Or combien de fois faisons-nous des erreurs de lecture, bégayons-nous sans même nous en rendre compte. Ce sont souvent les autres, ceux qui nous écoutent, qui nous font la remarque et nous corrigent. Combien d'entre-nous finissent par prendre des tics de langage, un débit trop rapide ou trop lent, une intensité trop faible ou trop forte, un ou plusieurs défauts d'articulation, une paresse à articuler correctement. Ces défauts peuvent s'accumuler, évoluer, disparaître au profit de l'arrivée de nouveaux etc. C'est une vigilance à les chasser qui permet une expression tonique.

Souvent celui qui écoute peut dire : cette personne m'a touché ou encore ce qu'il a dit m'a marqué, ça m'a frappé ; ça m'a choqué ; j'ai été bousculé par ses propos. Ces expressions ne sont pas seulement une manière de parler ; elle ne désigne pas seulement les sentiments éprouvés. En effet, le son vient bien toucher le tympan. Le regard vient bien effleurer le regard ; une émotion se communique au cerveau, aux neurones. C'est cette relation-là qu'il faut créer, préserver,  avec la ou les personnes à qui on s'adresse et qui permettra la meilleure écoute.
Avec la jouissance il va falloir retrouver aussi l'enthousiasme ou encore l'impatiente : l'enthousiasme face au jeu, à l'événement ludique, l'impatience face au désir de jouer et de gagner, de marquer un but ; le petit enfant veut avoir le ballon pour lui tout seul ; il faut retrouver ce désir qui sera tempéré ensuite par notre structure adulte qui sait, ou doit savoir, partager ; mais la parole on ne nous la donne pas : il faut la prendre, on la prend au silence. Ensuite il faut la garder ; ensuite il faut la remettre, la remettre en jeu, la restituer, la redonner, la rendre.

 De telles remarque semblent évidentes. Mais combien, dans l'acte de parler, utilise de façon optimum ces quatre énergies ? Qui a conscience de devoir les mobiliser de façon permanente au moment de la profération.
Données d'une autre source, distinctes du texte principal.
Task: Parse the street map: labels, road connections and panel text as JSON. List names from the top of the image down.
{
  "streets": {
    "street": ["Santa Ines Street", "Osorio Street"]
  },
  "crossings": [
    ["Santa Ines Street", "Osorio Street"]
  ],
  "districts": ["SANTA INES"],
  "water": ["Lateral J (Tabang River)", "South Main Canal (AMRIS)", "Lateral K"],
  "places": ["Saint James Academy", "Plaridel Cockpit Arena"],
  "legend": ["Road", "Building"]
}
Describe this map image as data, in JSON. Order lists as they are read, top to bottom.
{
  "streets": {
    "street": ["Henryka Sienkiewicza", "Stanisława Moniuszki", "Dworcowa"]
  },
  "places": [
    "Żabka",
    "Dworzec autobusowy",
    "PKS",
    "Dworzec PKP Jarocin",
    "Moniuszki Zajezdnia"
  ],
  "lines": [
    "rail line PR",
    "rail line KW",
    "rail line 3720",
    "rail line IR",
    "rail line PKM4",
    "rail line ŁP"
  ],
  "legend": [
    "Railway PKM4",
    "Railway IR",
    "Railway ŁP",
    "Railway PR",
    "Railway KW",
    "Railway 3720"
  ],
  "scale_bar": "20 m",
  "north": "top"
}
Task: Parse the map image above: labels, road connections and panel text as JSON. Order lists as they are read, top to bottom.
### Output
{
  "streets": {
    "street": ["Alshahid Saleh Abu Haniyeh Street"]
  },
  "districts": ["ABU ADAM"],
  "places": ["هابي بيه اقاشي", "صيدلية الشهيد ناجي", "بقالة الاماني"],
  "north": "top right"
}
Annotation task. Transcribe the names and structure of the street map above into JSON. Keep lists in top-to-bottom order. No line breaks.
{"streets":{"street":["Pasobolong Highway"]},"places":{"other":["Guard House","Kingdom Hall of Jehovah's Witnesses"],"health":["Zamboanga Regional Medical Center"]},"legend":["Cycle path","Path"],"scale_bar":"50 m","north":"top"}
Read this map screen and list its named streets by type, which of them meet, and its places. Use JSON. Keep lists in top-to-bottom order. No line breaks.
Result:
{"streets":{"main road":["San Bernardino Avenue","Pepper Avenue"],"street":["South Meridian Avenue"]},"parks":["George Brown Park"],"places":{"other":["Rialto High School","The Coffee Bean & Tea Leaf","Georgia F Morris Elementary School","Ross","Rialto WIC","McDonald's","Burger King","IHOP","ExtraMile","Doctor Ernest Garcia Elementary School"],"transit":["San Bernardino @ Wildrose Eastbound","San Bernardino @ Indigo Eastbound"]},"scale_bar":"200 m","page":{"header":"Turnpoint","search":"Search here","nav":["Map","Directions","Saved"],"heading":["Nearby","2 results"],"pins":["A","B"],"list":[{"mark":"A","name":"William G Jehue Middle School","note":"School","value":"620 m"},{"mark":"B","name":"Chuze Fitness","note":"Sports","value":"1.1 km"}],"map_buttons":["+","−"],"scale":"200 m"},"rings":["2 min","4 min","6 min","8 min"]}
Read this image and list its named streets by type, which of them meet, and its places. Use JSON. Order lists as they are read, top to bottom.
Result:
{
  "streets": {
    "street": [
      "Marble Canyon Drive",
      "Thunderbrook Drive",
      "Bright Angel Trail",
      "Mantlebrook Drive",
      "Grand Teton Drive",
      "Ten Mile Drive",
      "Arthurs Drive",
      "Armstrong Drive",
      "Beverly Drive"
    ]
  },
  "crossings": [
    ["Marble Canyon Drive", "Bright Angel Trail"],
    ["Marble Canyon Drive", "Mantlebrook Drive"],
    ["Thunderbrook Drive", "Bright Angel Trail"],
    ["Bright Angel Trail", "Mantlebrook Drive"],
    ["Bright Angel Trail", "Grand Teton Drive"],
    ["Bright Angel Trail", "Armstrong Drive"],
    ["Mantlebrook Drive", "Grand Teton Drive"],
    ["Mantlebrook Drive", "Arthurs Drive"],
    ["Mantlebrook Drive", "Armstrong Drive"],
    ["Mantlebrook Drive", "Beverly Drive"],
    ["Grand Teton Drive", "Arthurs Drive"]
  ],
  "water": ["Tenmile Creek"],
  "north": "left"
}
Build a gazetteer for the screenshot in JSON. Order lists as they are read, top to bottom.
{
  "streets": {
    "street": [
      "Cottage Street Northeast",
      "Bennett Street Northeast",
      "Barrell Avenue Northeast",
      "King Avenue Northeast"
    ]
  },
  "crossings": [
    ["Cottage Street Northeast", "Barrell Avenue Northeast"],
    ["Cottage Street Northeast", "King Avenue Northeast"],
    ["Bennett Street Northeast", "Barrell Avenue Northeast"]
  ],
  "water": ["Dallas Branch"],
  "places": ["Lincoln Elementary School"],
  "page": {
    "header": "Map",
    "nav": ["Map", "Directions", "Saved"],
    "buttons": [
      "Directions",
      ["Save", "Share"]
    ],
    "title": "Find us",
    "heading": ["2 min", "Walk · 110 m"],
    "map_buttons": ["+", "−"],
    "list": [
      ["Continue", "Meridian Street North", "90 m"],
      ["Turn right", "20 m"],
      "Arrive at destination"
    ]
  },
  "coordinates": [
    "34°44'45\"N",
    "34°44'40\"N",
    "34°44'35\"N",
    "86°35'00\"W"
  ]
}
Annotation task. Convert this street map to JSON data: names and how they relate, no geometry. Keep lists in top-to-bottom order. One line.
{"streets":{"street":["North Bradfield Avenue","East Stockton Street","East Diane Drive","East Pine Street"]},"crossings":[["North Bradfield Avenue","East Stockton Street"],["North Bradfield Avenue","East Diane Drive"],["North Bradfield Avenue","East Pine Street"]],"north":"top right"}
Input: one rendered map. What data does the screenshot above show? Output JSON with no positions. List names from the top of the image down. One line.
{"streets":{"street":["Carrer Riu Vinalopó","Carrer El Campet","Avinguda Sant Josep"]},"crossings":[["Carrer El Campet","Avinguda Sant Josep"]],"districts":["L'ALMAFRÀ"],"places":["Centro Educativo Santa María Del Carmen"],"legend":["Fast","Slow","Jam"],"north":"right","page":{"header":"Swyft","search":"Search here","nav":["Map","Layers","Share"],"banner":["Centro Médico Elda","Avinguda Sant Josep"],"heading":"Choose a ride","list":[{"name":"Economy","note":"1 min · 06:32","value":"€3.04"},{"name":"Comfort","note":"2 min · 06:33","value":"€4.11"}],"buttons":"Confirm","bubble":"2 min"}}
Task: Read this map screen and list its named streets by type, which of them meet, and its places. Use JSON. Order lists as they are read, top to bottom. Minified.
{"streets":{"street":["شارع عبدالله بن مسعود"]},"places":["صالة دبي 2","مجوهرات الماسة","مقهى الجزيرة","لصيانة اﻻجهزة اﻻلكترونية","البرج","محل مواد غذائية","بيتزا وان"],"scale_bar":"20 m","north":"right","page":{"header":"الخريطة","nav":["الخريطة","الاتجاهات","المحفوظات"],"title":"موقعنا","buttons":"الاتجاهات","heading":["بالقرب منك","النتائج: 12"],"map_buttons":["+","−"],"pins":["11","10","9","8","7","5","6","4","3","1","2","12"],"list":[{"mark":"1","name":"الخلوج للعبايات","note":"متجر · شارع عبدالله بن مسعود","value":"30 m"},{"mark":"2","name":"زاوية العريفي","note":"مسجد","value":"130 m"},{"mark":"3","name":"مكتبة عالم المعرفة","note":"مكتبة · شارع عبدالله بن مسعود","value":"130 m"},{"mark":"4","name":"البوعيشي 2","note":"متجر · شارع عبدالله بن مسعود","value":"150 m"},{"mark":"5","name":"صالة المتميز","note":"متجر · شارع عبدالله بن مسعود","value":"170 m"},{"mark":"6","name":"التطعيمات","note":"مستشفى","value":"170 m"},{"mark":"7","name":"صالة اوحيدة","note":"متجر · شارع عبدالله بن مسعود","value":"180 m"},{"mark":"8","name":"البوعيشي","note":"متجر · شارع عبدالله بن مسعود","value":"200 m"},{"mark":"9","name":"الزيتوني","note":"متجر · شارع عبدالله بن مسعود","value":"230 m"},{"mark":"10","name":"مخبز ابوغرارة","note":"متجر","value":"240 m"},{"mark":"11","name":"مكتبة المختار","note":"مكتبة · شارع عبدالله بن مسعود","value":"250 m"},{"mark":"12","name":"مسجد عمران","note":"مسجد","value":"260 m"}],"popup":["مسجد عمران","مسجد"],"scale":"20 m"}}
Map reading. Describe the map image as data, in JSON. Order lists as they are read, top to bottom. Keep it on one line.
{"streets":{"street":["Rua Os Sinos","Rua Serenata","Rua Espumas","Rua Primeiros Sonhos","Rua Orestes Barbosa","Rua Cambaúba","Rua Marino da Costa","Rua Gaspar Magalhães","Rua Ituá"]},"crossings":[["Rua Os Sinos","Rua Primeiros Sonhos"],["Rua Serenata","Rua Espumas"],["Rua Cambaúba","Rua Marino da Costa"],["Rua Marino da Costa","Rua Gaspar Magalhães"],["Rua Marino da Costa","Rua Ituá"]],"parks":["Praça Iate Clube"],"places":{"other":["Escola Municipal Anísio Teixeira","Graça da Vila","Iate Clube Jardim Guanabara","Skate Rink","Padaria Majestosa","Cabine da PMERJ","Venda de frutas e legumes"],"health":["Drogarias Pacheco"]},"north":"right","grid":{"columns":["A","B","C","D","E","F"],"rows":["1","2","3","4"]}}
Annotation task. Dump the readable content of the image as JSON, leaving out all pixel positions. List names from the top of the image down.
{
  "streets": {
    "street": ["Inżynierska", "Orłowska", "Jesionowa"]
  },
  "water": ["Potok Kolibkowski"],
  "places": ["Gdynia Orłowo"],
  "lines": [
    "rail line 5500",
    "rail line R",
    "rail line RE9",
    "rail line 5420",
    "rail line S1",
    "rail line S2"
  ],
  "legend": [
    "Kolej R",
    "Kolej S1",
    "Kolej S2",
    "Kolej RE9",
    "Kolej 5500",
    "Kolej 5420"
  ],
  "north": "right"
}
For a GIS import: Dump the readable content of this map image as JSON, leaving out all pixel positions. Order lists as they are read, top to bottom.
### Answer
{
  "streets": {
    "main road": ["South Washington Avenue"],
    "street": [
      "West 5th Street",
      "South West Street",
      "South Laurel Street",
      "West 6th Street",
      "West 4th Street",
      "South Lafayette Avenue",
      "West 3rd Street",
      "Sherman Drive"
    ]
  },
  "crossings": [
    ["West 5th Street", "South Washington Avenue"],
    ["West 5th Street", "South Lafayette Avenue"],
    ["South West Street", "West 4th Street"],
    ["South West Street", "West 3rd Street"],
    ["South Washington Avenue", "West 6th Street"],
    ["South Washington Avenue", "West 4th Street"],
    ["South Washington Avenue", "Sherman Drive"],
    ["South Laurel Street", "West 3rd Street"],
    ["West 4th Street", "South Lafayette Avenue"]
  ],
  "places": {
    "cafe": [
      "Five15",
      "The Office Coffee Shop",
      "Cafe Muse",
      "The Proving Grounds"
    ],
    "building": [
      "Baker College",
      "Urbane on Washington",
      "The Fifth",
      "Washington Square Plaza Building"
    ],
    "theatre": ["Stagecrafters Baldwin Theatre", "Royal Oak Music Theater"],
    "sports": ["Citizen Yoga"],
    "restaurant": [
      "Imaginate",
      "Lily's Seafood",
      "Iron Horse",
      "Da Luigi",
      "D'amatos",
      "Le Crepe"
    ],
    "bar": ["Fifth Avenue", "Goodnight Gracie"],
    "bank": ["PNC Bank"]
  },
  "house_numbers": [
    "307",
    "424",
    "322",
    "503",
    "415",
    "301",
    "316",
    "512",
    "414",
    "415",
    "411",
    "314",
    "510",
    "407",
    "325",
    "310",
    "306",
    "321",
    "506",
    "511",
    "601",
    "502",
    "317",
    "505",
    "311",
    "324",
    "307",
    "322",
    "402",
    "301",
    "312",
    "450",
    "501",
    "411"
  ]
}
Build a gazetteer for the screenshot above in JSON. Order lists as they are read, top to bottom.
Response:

Une partie de mon propos s'appuie sur une méthode de travail appelée la technesthésie. La technesthésie est la technique des sensations. C'est une manière de retrouver les sensations d'enfant.
Je ne parlerai que des mécanismes de base ; on peut en nommer quatre.

les quatre mécanismes

 

en premier, le combiné de base


La mémorisation est nécessaire pour regarder le spectateur.
Pas de partage et d'adresse à l'autre sans la présence quasi permanente du regard. Or, pendant un exercice de lecture c'est un vrai problème puisqu'on aura les yeux baissés sur son livre ou sa feuille. D'où la nécessité de la mémorisation ; ce qui ne veut pas dire apprendre par cœur, mais retenir l'image des mots l'instant de la profération ; les retenir comme on reconnaît immédiatement une image, par ce qu'elle représente mais aussi par son emplacement.
Il est nécessaire de mémoriser peu de mots à la fois si l'on veut être sûr de sa mémoire. Mais comment faire ce prélèvement ?  C'est ce qu'on va appeler le groupage de mots.
Pour vous montrer par l'absurde à quel point le groupage de mots est utile, je vais vous lire un texte d'Albane Gellé extrait de son livre l'air libre paru à lenseigne de l'Idée bleue.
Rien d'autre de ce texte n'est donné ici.